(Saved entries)
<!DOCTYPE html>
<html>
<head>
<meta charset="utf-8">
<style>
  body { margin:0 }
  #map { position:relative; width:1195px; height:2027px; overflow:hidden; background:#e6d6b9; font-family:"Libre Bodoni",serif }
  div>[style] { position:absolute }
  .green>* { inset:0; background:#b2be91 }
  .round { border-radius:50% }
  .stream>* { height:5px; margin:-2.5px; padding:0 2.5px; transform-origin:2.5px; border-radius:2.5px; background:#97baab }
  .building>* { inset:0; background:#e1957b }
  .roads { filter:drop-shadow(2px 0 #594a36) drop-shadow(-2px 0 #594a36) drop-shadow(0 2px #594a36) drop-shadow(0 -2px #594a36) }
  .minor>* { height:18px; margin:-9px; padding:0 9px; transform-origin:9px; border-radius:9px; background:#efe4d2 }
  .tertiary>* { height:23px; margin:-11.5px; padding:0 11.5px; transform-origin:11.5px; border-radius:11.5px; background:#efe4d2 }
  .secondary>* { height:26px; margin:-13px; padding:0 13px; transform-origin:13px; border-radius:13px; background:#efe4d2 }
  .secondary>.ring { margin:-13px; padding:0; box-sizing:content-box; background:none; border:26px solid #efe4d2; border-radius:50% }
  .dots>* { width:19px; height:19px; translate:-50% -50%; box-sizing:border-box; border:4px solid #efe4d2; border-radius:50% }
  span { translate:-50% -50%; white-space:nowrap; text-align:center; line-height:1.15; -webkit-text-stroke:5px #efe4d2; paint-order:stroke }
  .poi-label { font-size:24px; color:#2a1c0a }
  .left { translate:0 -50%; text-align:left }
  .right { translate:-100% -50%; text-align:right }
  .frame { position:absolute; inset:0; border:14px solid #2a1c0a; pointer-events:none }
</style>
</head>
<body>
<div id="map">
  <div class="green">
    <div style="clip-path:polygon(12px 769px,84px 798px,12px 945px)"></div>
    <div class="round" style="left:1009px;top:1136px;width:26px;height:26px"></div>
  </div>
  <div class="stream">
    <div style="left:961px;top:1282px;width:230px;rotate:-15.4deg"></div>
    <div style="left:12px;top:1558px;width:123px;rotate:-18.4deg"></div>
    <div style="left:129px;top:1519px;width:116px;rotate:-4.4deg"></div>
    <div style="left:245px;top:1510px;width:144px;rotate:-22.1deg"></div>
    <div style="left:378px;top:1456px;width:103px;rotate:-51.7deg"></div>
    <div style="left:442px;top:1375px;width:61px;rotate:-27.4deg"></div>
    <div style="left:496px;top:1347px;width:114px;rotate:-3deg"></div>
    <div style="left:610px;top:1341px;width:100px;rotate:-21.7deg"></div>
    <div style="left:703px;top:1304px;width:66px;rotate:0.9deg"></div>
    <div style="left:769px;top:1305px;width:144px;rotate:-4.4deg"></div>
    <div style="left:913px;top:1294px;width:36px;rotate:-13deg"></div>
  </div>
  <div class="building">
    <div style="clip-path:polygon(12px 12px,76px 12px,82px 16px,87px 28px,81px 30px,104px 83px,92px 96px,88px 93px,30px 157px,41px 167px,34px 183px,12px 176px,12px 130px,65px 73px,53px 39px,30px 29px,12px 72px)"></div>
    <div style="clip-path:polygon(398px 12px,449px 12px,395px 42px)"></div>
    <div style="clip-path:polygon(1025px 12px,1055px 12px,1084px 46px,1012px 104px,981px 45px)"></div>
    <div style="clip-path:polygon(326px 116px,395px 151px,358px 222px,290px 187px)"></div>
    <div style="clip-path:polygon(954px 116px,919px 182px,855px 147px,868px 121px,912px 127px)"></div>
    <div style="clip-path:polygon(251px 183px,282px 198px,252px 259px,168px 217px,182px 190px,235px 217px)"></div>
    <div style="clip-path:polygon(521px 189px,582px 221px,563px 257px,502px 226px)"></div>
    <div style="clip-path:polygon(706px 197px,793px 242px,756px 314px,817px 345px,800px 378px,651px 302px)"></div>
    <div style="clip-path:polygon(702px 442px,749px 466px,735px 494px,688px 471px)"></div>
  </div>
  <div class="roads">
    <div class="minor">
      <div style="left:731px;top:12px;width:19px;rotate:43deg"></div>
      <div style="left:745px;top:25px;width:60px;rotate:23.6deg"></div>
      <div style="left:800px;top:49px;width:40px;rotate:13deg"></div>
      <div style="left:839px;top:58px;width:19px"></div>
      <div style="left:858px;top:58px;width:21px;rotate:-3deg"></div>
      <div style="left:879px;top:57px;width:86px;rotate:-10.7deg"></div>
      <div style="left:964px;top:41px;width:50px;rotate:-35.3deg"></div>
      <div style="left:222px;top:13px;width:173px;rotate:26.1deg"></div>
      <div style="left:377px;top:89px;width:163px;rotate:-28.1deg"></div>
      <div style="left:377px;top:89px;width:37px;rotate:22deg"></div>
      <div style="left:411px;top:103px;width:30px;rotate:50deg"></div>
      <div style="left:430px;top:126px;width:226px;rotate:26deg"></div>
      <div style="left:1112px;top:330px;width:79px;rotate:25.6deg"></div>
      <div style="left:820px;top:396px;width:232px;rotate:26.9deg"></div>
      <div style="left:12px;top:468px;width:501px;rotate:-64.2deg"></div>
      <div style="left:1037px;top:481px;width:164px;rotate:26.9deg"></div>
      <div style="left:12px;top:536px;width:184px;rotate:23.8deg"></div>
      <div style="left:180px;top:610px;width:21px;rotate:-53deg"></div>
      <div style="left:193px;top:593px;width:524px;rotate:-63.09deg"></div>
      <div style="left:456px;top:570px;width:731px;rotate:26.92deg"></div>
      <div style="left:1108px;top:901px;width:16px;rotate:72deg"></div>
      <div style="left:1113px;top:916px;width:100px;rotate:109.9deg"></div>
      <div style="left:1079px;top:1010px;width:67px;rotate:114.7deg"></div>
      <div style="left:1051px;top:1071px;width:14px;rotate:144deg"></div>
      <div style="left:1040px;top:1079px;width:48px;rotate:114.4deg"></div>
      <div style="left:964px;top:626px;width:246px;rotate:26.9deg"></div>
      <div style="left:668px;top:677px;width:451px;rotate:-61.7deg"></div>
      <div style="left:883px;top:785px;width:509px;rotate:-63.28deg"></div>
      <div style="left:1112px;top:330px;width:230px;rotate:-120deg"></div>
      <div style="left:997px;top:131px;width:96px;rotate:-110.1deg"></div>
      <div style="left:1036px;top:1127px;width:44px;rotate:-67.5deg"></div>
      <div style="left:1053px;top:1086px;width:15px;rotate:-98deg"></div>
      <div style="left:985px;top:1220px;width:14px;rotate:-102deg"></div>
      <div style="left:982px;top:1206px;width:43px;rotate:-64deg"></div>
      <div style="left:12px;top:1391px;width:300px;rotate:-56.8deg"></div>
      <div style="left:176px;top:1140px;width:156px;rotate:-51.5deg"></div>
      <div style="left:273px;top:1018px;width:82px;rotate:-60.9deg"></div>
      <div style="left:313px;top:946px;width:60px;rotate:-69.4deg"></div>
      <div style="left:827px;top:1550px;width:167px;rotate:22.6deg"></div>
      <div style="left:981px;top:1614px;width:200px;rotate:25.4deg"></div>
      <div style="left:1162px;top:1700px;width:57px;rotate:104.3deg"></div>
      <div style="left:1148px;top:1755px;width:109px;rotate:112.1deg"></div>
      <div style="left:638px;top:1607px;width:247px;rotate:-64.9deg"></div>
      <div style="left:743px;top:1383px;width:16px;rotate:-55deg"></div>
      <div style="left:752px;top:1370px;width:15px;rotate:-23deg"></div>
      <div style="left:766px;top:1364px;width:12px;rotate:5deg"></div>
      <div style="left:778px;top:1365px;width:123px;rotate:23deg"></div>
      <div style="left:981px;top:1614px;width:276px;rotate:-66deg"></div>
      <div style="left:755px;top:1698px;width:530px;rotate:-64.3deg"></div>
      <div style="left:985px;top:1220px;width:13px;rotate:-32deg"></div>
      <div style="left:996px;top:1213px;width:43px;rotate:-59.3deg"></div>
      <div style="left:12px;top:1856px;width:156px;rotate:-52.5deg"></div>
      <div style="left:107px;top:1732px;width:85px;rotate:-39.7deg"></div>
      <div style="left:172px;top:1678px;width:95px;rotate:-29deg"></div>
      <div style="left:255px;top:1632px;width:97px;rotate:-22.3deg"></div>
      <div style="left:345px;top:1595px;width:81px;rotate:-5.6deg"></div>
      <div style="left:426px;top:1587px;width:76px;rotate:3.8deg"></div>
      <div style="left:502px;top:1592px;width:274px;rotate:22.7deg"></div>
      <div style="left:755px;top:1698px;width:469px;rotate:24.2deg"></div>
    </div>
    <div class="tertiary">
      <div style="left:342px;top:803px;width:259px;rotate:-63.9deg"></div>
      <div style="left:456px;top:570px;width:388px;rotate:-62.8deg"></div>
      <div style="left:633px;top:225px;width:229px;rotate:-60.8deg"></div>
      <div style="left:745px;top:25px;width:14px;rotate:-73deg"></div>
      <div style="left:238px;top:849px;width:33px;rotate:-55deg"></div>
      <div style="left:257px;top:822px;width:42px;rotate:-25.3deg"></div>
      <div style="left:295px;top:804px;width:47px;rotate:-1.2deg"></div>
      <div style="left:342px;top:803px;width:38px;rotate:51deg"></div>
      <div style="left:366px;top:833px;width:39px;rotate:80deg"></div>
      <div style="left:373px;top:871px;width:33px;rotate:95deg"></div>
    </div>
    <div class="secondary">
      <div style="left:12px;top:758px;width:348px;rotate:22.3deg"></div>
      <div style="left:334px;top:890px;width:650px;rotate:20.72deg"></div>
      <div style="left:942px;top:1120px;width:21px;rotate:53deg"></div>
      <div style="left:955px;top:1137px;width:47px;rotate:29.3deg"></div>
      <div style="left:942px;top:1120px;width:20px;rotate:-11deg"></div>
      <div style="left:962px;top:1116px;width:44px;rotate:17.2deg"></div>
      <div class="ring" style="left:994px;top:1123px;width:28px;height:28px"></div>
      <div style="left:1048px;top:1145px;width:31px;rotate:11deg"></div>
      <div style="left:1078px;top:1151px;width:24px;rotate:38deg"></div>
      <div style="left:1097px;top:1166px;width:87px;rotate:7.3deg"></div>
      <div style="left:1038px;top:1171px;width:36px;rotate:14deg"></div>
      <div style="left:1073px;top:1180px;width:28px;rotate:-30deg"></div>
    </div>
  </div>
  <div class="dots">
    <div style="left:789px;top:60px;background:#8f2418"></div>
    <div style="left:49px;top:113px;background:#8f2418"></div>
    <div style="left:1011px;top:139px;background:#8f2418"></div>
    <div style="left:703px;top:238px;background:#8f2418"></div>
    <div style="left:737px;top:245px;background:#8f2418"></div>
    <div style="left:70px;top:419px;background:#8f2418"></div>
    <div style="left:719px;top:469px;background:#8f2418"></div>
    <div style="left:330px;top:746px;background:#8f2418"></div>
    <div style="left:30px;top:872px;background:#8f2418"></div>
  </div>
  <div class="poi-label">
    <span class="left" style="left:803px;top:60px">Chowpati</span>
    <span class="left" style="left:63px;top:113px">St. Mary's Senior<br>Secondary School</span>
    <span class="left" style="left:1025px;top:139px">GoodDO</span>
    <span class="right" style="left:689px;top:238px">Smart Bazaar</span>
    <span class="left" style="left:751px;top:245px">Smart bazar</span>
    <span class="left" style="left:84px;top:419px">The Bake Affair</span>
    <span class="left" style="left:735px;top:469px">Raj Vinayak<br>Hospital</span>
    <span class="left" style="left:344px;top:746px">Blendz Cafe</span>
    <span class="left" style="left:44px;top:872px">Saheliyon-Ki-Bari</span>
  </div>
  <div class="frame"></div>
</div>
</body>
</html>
* * *
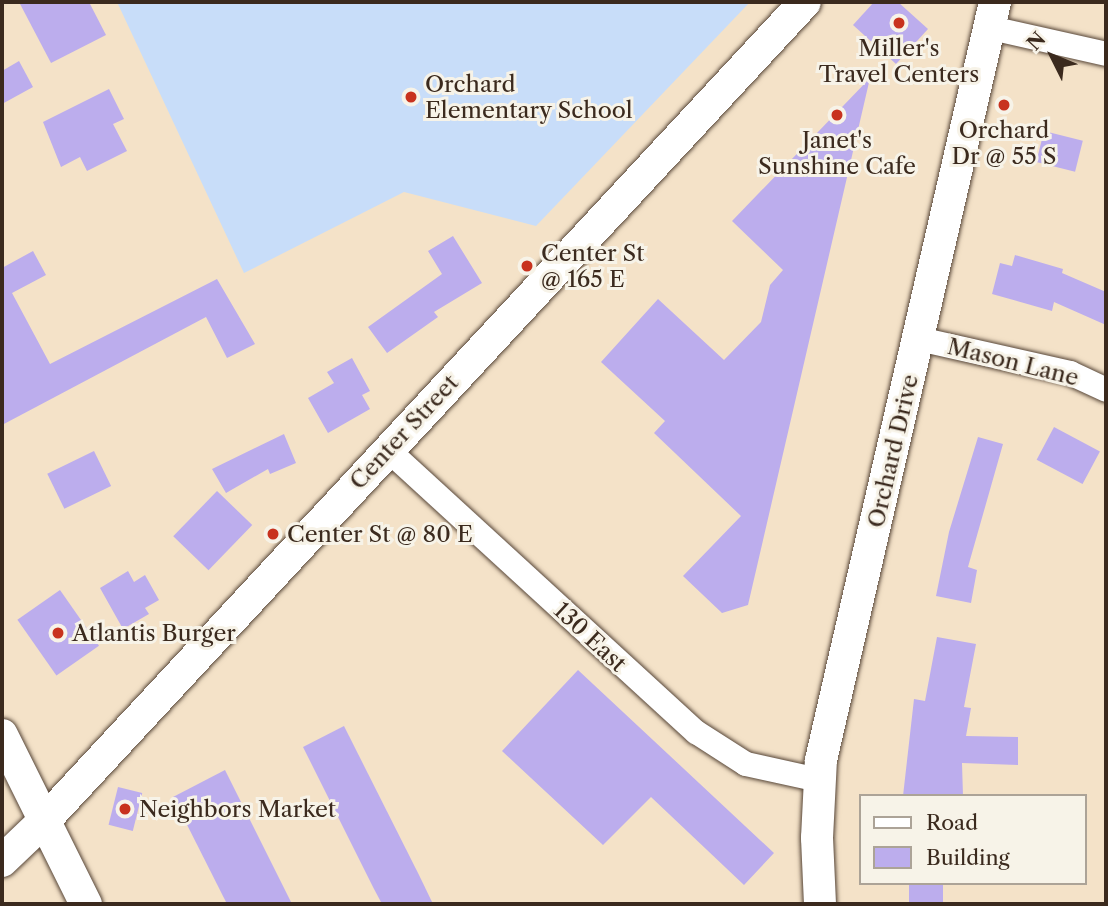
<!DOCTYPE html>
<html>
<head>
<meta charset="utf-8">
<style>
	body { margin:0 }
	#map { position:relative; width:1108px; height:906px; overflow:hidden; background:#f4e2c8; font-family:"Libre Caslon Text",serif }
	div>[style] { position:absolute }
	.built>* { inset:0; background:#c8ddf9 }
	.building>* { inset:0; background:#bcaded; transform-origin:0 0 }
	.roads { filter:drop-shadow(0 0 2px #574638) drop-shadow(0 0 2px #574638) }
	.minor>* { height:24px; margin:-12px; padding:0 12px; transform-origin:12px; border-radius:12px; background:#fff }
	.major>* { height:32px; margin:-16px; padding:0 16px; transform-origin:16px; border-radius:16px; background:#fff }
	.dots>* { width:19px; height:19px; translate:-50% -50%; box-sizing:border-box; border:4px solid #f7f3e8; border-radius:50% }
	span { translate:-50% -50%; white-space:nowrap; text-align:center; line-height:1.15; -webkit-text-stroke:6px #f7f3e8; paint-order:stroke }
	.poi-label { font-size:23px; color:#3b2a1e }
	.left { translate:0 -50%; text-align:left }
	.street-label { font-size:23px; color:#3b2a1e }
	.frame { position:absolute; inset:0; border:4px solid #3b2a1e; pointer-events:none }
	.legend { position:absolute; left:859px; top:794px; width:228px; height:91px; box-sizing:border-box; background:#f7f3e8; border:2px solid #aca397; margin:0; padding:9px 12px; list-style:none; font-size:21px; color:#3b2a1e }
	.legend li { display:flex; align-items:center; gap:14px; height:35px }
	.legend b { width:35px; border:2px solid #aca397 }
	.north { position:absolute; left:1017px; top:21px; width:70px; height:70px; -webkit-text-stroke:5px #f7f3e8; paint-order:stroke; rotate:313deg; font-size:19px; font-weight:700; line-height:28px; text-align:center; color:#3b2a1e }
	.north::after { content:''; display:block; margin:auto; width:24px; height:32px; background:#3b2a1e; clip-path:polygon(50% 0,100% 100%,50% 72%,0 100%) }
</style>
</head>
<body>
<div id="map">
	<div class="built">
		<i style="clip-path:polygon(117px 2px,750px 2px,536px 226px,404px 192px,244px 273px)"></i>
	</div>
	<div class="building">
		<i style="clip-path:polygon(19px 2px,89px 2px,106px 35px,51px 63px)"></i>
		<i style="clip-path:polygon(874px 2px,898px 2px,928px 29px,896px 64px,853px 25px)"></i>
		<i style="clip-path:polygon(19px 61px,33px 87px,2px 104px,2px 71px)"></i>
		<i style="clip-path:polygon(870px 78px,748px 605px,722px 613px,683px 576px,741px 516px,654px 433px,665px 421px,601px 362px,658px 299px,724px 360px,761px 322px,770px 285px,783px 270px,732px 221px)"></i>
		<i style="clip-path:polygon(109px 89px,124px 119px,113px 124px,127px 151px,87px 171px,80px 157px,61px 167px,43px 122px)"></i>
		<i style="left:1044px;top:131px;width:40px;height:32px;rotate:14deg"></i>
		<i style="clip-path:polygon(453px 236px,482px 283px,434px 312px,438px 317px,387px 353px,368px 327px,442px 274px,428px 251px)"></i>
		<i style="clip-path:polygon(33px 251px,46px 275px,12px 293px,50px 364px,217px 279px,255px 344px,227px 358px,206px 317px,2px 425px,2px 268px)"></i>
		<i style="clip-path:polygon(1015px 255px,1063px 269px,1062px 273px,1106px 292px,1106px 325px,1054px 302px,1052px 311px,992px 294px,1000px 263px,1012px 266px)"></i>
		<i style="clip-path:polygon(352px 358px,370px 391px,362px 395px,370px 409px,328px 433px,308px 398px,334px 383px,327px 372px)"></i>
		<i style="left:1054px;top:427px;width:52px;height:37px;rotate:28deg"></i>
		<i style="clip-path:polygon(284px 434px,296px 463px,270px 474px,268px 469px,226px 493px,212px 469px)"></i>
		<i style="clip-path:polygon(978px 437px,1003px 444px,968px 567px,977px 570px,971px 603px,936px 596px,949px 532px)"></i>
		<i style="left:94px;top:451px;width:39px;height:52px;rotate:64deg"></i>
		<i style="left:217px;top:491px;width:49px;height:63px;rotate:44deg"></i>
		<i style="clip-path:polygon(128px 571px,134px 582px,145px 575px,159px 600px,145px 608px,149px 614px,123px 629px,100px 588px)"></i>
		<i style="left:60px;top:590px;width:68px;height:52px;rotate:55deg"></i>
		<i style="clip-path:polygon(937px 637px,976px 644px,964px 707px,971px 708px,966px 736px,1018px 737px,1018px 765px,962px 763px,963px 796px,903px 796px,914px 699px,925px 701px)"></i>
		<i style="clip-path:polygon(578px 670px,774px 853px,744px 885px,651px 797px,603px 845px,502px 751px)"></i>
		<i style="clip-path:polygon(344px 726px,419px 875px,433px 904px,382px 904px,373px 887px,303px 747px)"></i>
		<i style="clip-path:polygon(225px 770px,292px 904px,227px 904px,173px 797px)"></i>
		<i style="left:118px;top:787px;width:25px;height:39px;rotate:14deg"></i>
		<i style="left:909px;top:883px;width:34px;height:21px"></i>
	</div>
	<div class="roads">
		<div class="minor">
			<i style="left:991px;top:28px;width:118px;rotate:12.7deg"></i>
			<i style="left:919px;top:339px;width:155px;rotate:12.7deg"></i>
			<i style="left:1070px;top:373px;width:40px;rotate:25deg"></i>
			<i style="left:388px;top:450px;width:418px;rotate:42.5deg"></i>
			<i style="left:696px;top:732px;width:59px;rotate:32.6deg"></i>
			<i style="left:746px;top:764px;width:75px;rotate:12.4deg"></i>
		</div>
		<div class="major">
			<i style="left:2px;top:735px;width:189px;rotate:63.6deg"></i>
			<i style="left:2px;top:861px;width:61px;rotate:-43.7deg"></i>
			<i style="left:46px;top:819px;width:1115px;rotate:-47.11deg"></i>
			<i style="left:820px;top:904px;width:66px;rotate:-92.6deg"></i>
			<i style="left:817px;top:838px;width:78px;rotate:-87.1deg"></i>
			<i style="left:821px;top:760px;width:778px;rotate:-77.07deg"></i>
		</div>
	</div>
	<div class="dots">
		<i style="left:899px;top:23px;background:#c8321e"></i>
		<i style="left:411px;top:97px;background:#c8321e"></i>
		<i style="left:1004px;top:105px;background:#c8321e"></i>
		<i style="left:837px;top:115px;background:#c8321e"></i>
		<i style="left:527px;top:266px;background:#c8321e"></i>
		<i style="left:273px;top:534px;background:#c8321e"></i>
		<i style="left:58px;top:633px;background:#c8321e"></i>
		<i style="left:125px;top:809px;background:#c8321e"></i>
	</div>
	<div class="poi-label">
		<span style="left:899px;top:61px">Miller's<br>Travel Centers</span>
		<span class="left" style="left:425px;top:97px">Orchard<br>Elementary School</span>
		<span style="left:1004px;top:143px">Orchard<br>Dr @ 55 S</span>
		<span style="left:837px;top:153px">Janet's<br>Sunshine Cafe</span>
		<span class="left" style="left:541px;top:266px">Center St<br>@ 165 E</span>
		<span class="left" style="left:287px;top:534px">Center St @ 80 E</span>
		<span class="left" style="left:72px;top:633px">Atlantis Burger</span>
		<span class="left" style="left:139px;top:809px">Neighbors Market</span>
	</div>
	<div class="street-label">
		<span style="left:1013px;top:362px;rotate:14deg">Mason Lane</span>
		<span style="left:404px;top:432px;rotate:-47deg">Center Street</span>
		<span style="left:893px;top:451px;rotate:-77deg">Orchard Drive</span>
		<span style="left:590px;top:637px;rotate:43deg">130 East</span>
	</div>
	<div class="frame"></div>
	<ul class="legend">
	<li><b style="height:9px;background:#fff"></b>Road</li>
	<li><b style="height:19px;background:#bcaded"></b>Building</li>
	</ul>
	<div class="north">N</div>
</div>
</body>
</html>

-- EXERCISE INSTRUCTIONS --
Above are the records. Print exactly, and only, the lines from the line with "position:relative; width:1108px; height:906px;" to the line with "text-align:center; line-height:1.15; -webkit-text-stroke:6px", both inclusive.

-- RESULT OF THE EXERCISE --
	#map { position:relative; width:1108px; height:906px; overflow:hidden; background:#f4e2c8; font-family:"Libre Caslon Text",serif }
	div>[style] { position:absolute }
	.built>* { inset:0; background:#c8ddf9 }
	.building>* { inset:0; background:#bcaded; transform-origin:0 0 }
	.roads { filter:drop-shadow(0 0 2px #574638) drop-shadow(0 0 2px #574638) }
	.minor>* { height:24px; margin:-12px; padding:0 12px; transform-origin:12px; border-radius:12px; background:#fff }
	.major>* { height:32px; margin:-16px; padding:0 16px; transform-origin:16px; border-radius:16px; background:#fff }
	.dots>* { width:19px; height:19px; translate:-50% -50%; box-sizing:border-box; border:4px solid #f7f3e8; border-radius:50% }
	span { translate:-50% -50%; white-space:nowrap; text-align:center; line-height:1.15; -webkit-text-stroke:6px #f7f3e8; paint-order:stroke }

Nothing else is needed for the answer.